Goldy has since made her sympathies abundantly clear, and the mainstream right should proceed with caution. Continuing to suggest she’s merely “a conservative voice” means embracing fascist, anti-Semitic, and white supremacist persuasions as part of respectable conservatism and reputable conservative discourse.

Meanwhile, progressives and like-minded organizations should also be careful in how they deal with Goldy’s doomed candidacy.

Those calling on Tory or Keesmaat to boycott events in which she is included are, in effect, requesting that those who can most effectively and directly counter Goldy’s narrative while defining what Toronto stands for — tolerance, inclusivity, diversity — forgo that prime opportunity. Closing one’s ears to ignorance does not silence it, and rhetoric like hers, when left unchallenged, is what offers permission for people to act on their prejudice and paranoia. (Of course, to directly challenge her in such a substantive way would require her invitation to such events — which, as of now, no one seems inclined to offer.)

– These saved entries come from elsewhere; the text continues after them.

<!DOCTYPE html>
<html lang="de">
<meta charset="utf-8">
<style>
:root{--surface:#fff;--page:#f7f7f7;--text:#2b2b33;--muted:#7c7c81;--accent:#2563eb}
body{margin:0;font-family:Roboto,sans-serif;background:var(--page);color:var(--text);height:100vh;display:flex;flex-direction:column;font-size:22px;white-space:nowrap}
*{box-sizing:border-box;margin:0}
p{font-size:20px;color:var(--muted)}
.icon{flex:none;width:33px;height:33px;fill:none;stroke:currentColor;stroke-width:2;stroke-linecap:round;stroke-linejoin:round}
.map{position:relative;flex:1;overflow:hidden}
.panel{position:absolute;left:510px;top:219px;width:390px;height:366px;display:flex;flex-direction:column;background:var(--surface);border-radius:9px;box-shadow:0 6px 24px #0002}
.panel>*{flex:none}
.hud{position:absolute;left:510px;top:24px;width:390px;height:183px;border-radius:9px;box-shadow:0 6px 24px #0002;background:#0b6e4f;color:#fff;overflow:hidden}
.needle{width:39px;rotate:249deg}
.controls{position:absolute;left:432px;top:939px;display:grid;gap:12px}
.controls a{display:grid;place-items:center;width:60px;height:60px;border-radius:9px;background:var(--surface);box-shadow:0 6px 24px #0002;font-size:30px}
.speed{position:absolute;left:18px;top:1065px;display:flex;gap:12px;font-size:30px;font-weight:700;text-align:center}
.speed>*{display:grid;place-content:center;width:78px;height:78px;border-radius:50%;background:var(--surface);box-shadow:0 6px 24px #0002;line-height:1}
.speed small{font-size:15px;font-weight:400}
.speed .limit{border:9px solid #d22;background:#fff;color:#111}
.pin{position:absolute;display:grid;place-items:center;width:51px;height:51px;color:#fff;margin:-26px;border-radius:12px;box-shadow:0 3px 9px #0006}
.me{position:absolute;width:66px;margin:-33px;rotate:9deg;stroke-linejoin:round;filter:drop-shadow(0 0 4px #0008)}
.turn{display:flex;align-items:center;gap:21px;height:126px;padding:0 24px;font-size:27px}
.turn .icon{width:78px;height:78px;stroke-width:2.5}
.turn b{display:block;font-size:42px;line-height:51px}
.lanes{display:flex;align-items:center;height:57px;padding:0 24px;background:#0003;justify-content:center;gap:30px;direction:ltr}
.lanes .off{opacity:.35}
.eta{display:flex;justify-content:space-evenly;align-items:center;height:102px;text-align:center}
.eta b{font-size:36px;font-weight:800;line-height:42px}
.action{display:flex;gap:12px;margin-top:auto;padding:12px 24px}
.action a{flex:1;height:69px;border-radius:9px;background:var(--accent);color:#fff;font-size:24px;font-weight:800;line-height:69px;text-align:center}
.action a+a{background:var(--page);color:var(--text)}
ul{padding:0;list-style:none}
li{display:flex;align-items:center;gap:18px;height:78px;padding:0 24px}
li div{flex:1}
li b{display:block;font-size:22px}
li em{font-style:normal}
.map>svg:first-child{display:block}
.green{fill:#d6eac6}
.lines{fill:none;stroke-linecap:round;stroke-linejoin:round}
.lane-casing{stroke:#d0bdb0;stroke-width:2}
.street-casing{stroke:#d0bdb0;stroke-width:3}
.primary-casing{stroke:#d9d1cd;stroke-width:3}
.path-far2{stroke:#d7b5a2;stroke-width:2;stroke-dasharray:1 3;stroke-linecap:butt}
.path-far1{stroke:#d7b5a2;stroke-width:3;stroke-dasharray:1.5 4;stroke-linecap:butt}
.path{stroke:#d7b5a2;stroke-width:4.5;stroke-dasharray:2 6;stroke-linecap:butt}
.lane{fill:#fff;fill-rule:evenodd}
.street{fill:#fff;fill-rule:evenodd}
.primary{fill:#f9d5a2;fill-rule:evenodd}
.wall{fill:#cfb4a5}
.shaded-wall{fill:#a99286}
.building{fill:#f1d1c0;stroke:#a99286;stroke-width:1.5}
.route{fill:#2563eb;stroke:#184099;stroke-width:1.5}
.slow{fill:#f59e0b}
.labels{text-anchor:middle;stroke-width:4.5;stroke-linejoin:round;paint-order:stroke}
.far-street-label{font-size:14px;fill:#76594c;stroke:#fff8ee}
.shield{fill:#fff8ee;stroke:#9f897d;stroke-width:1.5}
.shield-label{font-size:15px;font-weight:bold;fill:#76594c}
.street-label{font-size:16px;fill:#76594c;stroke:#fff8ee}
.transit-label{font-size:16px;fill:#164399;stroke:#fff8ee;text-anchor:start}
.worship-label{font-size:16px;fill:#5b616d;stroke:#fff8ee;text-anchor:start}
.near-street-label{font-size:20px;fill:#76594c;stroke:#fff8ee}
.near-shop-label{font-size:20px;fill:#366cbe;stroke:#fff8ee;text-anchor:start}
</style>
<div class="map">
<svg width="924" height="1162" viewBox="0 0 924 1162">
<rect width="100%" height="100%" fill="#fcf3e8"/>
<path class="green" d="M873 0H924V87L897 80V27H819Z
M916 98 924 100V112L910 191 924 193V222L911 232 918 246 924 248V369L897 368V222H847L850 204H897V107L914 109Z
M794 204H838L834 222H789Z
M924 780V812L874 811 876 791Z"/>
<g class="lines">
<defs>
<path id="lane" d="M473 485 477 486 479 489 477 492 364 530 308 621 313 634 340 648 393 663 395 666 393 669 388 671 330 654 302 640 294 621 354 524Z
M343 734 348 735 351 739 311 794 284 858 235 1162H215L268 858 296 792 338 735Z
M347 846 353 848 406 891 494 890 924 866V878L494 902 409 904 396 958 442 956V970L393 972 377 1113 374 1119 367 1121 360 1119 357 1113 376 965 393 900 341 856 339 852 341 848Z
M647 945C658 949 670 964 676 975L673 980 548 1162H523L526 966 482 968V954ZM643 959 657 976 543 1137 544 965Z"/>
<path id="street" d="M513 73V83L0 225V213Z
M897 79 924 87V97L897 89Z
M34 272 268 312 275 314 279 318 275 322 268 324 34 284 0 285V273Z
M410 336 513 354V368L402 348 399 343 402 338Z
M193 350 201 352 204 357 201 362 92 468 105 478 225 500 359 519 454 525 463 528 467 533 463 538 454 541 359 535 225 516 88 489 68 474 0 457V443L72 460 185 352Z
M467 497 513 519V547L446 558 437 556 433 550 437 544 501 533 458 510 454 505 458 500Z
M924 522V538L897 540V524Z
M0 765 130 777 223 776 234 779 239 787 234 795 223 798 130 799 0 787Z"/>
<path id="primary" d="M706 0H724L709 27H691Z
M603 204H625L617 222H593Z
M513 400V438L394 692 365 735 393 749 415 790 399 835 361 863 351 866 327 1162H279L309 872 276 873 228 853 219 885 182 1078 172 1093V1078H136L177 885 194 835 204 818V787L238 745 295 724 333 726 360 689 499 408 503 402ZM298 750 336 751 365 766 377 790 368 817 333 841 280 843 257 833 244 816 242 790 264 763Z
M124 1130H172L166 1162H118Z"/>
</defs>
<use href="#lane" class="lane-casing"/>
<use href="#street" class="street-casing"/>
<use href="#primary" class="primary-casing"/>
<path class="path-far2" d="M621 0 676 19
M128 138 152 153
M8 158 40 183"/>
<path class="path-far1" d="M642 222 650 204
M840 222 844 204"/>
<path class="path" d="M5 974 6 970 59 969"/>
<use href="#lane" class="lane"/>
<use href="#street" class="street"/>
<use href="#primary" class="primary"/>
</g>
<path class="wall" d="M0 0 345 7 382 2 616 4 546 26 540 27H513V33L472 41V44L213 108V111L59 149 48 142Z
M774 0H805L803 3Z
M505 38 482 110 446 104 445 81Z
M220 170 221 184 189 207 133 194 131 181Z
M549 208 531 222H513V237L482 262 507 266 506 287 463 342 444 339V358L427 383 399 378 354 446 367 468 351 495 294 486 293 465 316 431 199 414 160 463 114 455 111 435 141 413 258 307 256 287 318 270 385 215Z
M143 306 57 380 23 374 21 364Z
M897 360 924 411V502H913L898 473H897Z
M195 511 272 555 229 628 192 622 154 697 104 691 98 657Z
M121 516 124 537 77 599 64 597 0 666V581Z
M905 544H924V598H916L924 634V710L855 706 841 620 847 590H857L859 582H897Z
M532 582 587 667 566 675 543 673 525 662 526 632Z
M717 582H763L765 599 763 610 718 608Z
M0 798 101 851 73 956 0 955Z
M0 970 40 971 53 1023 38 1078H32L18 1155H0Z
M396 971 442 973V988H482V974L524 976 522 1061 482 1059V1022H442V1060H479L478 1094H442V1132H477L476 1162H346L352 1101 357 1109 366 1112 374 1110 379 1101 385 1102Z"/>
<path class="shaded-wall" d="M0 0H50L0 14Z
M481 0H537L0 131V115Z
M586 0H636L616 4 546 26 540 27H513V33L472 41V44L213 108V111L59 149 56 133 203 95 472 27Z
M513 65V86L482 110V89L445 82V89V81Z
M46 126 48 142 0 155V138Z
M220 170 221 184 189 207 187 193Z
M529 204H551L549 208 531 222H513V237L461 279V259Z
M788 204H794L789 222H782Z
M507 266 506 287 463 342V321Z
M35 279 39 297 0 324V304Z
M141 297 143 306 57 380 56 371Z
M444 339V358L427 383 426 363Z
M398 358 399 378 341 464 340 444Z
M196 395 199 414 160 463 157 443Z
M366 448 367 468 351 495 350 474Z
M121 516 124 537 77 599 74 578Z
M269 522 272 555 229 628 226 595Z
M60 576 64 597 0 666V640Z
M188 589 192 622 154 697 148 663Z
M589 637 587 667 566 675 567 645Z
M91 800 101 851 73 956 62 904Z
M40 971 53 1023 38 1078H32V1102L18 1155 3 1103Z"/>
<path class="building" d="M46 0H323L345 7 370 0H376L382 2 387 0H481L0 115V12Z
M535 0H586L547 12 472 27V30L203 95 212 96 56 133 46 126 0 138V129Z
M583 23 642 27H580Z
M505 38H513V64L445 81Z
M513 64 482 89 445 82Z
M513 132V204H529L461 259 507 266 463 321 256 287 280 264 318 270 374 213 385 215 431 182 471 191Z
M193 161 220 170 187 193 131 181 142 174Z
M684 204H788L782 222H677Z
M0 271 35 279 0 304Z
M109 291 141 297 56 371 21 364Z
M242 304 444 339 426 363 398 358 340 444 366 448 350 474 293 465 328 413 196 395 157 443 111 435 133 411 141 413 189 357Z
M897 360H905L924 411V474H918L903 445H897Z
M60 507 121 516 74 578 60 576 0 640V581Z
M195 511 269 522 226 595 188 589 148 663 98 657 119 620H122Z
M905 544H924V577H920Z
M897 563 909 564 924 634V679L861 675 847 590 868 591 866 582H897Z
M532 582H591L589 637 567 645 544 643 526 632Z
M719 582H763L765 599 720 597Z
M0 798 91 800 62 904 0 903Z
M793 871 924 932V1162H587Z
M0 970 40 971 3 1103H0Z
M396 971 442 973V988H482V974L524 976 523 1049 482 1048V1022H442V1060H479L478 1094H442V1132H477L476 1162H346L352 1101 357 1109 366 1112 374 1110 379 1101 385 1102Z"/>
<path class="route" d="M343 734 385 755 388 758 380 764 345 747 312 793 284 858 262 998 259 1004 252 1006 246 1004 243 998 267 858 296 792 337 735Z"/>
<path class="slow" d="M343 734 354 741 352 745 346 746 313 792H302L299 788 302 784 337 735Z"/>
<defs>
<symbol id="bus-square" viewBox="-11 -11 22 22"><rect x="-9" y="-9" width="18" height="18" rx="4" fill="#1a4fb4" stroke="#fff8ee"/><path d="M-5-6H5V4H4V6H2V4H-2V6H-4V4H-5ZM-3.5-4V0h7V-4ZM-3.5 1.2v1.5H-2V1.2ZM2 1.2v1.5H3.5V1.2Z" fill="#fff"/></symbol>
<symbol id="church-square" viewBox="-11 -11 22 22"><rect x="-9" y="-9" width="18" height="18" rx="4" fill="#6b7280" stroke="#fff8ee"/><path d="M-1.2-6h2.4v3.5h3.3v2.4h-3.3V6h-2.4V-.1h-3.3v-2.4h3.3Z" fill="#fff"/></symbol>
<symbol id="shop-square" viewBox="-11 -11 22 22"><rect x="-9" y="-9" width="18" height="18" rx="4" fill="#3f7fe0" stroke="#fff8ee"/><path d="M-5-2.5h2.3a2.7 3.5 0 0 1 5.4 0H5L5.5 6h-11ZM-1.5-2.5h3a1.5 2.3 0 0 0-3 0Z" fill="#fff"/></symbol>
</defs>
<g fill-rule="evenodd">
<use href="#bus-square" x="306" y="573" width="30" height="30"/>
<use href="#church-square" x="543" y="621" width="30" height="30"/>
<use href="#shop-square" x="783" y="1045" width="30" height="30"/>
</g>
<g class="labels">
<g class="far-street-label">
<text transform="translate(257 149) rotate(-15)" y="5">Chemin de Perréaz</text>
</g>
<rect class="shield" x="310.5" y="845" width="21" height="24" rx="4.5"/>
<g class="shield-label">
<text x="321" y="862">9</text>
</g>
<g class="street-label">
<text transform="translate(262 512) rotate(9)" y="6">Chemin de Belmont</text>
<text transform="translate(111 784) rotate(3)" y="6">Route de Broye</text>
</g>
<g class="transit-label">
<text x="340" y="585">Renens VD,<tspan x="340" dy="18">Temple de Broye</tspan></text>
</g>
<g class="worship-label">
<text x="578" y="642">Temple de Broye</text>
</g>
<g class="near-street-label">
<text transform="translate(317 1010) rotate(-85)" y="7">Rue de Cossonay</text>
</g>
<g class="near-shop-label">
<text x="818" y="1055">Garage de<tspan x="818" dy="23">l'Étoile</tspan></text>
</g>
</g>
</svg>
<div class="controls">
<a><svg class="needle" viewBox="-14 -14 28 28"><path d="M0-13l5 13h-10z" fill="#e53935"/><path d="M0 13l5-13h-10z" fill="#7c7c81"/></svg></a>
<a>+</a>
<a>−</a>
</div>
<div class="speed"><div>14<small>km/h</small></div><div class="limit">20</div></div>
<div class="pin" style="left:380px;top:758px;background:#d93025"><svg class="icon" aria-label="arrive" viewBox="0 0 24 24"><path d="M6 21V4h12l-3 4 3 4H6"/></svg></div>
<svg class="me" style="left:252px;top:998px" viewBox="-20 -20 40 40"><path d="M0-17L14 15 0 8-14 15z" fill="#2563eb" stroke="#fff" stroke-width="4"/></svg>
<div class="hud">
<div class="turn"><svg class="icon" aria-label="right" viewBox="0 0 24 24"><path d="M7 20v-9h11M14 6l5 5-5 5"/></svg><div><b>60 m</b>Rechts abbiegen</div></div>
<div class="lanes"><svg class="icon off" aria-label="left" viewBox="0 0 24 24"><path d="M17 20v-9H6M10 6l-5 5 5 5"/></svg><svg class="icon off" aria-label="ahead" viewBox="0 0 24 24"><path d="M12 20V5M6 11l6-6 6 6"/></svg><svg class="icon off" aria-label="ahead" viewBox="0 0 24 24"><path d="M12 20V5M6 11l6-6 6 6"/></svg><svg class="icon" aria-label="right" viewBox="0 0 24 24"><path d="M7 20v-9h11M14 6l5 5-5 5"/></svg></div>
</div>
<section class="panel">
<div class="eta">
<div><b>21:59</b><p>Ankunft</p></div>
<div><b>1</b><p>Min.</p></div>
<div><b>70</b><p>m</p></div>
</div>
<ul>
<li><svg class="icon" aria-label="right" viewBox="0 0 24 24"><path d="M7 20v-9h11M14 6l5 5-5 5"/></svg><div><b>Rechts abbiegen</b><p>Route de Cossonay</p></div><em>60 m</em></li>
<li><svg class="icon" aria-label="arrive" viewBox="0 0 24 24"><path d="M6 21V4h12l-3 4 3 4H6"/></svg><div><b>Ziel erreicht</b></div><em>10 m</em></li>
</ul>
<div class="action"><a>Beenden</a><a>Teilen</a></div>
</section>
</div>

Goldy cannot defend her positions as ably or coherently as her critics fear — there’s a reason she keeps to friendly, sympathetic media and appearances. On the debate stage, she’d have no control over questions, direction, or format. Rather than cede to demands they boycott, her opponents should welcome the opportunity to firmly, unequivocally denounce her beliefs and discredit her candidacy.

And it’s crucial that her opponents not preemptively call for her exclusion from any event. Doing so will not only fuel the victim narrative on which she thrives, but will imply a weight of influence she does not carry.

There’s as much a threat in over-reacting to a political agitator as there is in not responding forcefully enough. Goldy isn’t as adept or clever as detractors seem to believe, and the illusion of the contrary has long worked to her advantage. Progressives would do well to take a breath, step back, and simply allow others to offer her rope.

Top image: The thumbnail from Goldy’s “White Genocide in Canada?” Rebel video, published on May 31, 2017, and since taken down.